[Your task]
Print, in exact form, the lines below from the one containing "function fillPath(path, color)" through the one containing "M821,0L957,52", and omit all others.

[Working data]
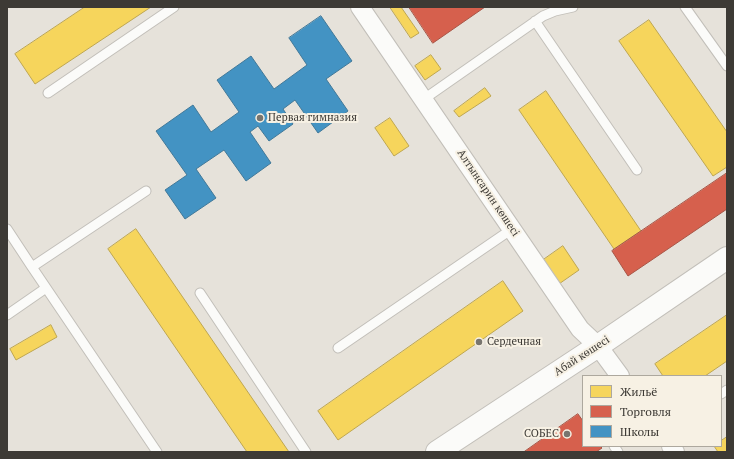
<!DOCTYPE html>
<html>
<head>
<meta charset="utf-8">
<style>
	body { margin:0 }
	#map { position:relative; width:734px; height:459px; overflow:hidden; background:#e6e2da; font-family:"PT Serif",serif }
	canvas { display:block }
	.frame { position:absolute; inset:0; border:8px solid #3d3a35; pointer-events:none }
	.legend { position:absolute; left:582px; top:375px; width:140px; height:72px; box-sizing:border-box; background:#f7f1e4; border:1px solid #ada89e; margin:0; padding:5px 7px; list-style:none; font-size:12px; color:#3d3a35 }
	.legend li { display:flex; align-items:center; gap:8px; height:20px }
	.legend b { width:20px; border:1px solid #ada89e }
</style>
</head>
<body>
<div id="map">
<canvas width="734" height="459"></canvas>
<div class="frame"></div>
<ul class="legend">
<li><b style="height:11px;background:#f6d55c"></b>Жильё</li>
<li><b style="height:11px;background:#d6604d"></b>Торговля</li>
<li><b style="height:11px;background:#4393c3"></b>Школы</li>
</ul>
</div>
<script>
const context = document.querySelector('canvas').getContext('2d');
context.lineJoin = 'round';
function paint(path, color) { context.fillStyle = color; context.fill(path, 'evenodd'); }
function stroke(path, color, width, dash) { context.strokeStyle = color; context.lineWidth = width; context.lineCap = dash ? 'butt' : 'round'; context.setLineDash(dash || []); context.stroke(path); }
function drawText(font, color, halo, rows, align = 'center') {
  context.font = font + ' "PT Serif",serif'; context.lineWidth = 4; context.setLineDash([]); context.textBaseline = 'middle'; context.strokeStyle = halo; context.fillStyle = color; for (const [text, x, y, turn = 0] of rows) {
    context.save(); context.translate(x, y); context.rotate((+turn || 0) * Math.PI / 180); context.textAlign = isNaN(turn) ? turn : align; if (halo) context.strokeText(text, 0, 0); context.fillText(text, 0, 0); context.restore();
  }
}
const homes = new Path2D(`
	M85 7H151L35 84 15 54Z
	M390 7H401L419 33 411 38Z
	M649 20 727 132V167L713 176 619 41Z
	M431 55 441 69 425 80 415 66Z
	M485 88 491 96 459 117 454 111Z
	M546 91 641 231 614 249 519 110Z
	M390 118 409 146 394 156 375 128Z
	M136 229 289 452H247L108 249Z
	M563 246 579 270 556 286 539 263Z
	M503 281 523 311 338 440 318 411Z
	M727 315V361L705 376H663L655 364Z
	M51 325 57 337 16 360 10 349Z
	M727 437V452H718L714 446H721V441Z`);
paint(homes, '#f6d55c');
stroke(homes, '#bea650', 1);
const shops = new Path2D(`
	M409 7H485L433 43Z
	M727 173V209L628 276 612 251Z
	M578 414 583 421V446H600L602 448 596 452H524Z`);
paint(shops, '#d6604d');
stroke(shops, '#a85546', 1);
const schools = new Path2D(`
	M321 16 352 61 326 79 348 111 318 133 295 100 283 109 293 124 269 141 258 126 250 132 271 163 246 181 224 150 196 169 216 198 185 219 165 190 187 175 156 131 193 105 211 132 239 112 217 80 251 56 274 89 307 65 289 38Z`);
paint(schools, '#4393c3');
stroke(schools, '#417898', 1);
const service = new Path2D(`
	M685 7 727 66
	M535 21 637 170
	M48 93 174 7
	M424 99 543 16 555 11 573 7
	M146 191 32 267 157 452
	M7 229 32 267
	M200 293 306 452
	M7 315 46 288
	M338 348 512 229
	M721 394 727 390
	M614 446 618 452`);
const minor = new Path2D(`
	M360 7 580 329 598 346 620 376
	M671 446 675 452`);
const tertiary = new Path2D(`
	M437 452 598 346 727 258`);
stroke(service, '#c2bfb9', 11);
stroke(minor, '#c2bfb9', 20);
stroke(tertiary, '#c2bfb9', 24);
stroke(service, '#fbfbf9', 9);
stroke(minor, '#fbfbf9', 18);
stroke(tertiary, '#fbfbf9', 22);
for (const [x, y, r, color] of [
	[260,118,4,"#78756f"],
	[479,342,4,"#78756f"],
	[567,434,4,"#78756f"]
]) { const dot = new Path2D(); dot.arc(x, y, r, 0, 2 * Math.PI); context.fillStyle = color; context.fill(dot); stroke(dot, '#f7f1e4', 1.5); }
drawText('11px', '#3d3a35', '#f7f1e4', [
	["Первая гимназия",268,118],
	["Сердечная",487,342],
	["СОБЕС",559,434,"right"]
], 'left');
drawText('11px', '#3d3a35', '#f7f1e4', [
	["Алтынсарин көшесі",488,193,56],
	["Абай көшесі",582,356,-33]
]);
</script>
</body>
</html>
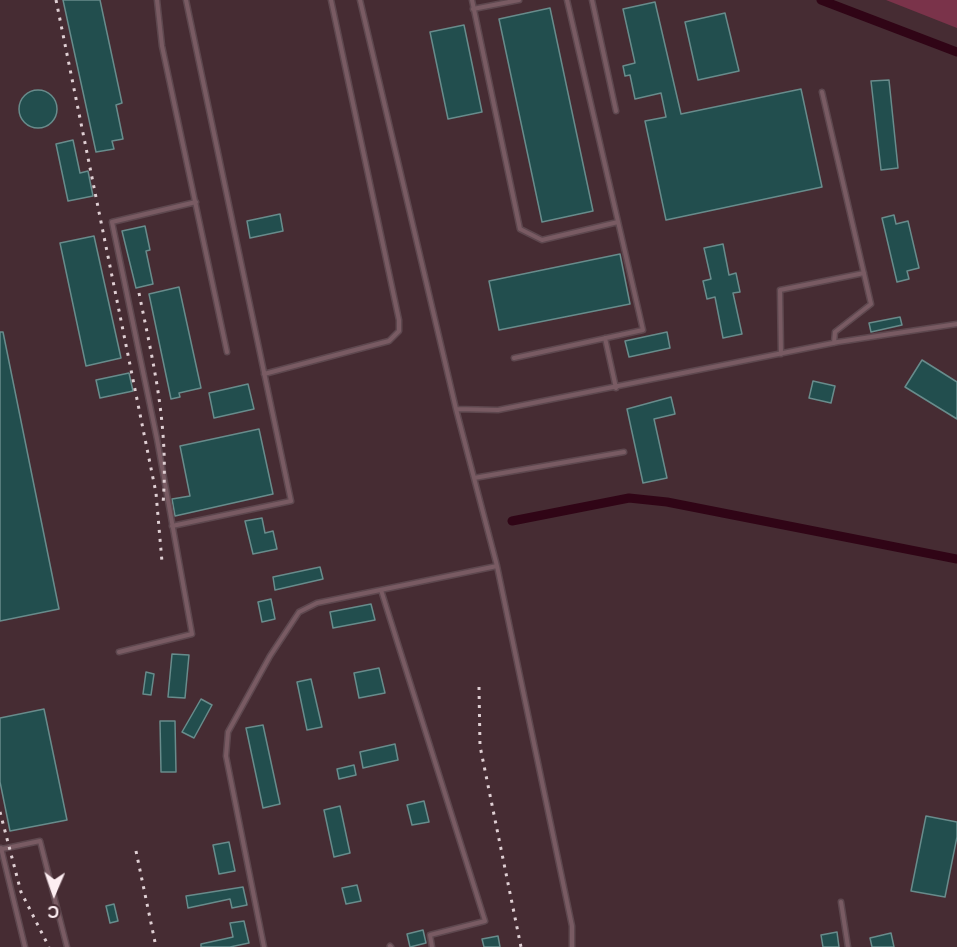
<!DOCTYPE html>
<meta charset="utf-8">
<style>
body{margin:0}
#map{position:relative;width:957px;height:947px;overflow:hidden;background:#462c33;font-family:Arial,sans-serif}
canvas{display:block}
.north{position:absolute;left:24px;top:863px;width:60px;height:60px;-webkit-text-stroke:4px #462c33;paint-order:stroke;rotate:182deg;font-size:16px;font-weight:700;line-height:24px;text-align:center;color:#fdeef2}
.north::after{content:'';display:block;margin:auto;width:21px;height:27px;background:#fdeef2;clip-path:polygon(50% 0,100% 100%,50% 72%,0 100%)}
</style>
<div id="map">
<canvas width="957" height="947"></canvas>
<div class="north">С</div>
</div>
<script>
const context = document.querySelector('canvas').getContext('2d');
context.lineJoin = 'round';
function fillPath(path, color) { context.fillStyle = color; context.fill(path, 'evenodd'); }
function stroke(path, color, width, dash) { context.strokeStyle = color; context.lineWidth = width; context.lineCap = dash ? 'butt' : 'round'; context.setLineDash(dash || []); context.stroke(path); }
fillPath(new Path2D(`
 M886,0H957V28Z`), '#7a334a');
stroke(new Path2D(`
 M821,0L957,52
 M512,521L629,498L667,502L957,559`), '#300516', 9);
const building = new Path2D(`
 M63,0H100L122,103L116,105L123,139L112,141L114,149L96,152Z
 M655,2L681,114L801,89L822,187L666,220L645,121L666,117L661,93L635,99L630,75L625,76L623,66L635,63L623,9Z
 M550,8L593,211L542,222L499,19Z
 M725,13L739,71L698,80L685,22Z
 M464,25L482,112L448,119L430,32Z
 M889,80L898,168L881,170L871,81Z
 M19 109a19 19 0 1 1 38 0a19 19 0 1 1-38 0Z
 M73,140L80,173L88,171L93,196L68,201L56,144Z
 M280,214L283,231L250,238L247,221Z
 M894,215L896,224L908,221L919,268L907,271L909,279L897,282L882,218Z
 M145,226L150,250L146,251L153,284L136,288L122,231Z
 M94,236L121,358L86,366L60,243Z
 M723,244L729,275L736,273L740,292L733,293L742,334L723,338L715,297L707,299L703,281L711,279L704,248Z
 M620,254L630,304L499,330L489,281Z
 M179,287L201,388L179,393L180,397L171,399L149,294Z
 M900,317L902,325L871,332L869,323Z
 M0,332H3L59,609L0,621Z
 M667,332L670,348L629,357L625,341Z
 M922,360L957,382V419L905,387Z
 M129,373L133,391L100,398L96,380Z
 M813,381L835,386L831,403L809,398Z
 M248,384L254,409L214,418L209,393Z
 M671,397L675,414L654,419L667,478L643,483L627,409Z
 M259,429L273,494L175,516L172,499L190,496L180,446Z
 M262,518L265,533L273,531L277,549L253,554L245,521Z
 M320,567L323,579L275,590L273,577Z
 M271,599L275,619L262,622L258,602Z
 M371,604L375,620L333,628L330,612Z
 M172,654L189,655L185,698L168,697Z
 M379,668L385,693L359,698L354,673Z
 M146,672L154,674L151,695L143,694Z
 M311,679L322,727L307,730L297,682Z
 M201,699L212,705L194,738L182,732Z
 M44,709L67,820L10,831L0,782V718Z
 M160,721H175L176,772H161Z
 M263,725L280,804L263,808L246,728Z
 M395,744L398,760L363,768L360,752Z
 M354,765L356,775L339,779L337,769Z
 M424,801L429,822L412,825L407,805Z
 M340,806L350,853L334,857L324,810Z
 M926,816L957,822V837L945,897L911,891Z
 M229,842L235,871L219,874L213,845Z
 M357,885L361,901L346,904L342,888Z
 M243,887L247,905L232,908L230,899L188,908L186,896Z
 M114,904L118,921L110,923L106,906Z
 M244,921L249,943L230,947H201V944L233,937L230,923Z
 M423,930L426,943L410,947L407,934Z
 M837,932L839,947H823L821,935Z
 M891,933L894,947H872L870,938Z
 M498,936L500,947H484L482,939Z`);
fillPath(building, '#224e4e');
stroke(building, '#688c8c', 1.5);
const service = new Path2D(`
 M157,0L162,46L227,352
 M360,0L456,409L497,566L572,926V947
 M472,0L520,229L542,240L618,222
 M592,0L616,111
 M473,9L519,0
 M822,92L871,304L835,332L834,343
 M605,338L616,388
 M781,354L780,290L864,273
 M514,358L643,330L567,0
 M264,374L389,341L399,331V320L331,0
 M456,409L498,410L838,342L957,324
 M474,478L624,452
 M172,526L291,501L186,0
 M381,590L485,921L430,935L432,947
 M119,652L192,634L157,439L112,222L196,202
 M1,848L25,947
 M2,849L40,841L67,947
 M841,902L848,947
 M390,946L391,947
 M264,947L226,756L228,732L270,656L299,612L317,603L497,566`);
stroke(service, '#5e484f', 7);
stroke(service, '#795b63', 4);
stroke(new Path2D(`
 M56,0L156,493L162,562
 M139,293C154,367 169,427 163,504
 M479,687L480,746L521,947
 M0,812L21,892L49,947
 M136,851L156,947`), '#dfcfd3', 3, [3, 6]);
</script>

[Result]
function fillPath(path, color) { context.fillStyle = color; context.fill(path, 'evenodd'); }
function stroke(path, color, width, dash) { context.strokeStyle = color; context.lineWidth = width; context.lineCap = dash ? 'butt' : 'round'; context.setLineDash(dash || []); context.stroke(path); }
fillPath(new Path2D(`
 M886,0H957V28Z`), '#7a334a');
stroke(new Path2D(`
 M821,0L957,52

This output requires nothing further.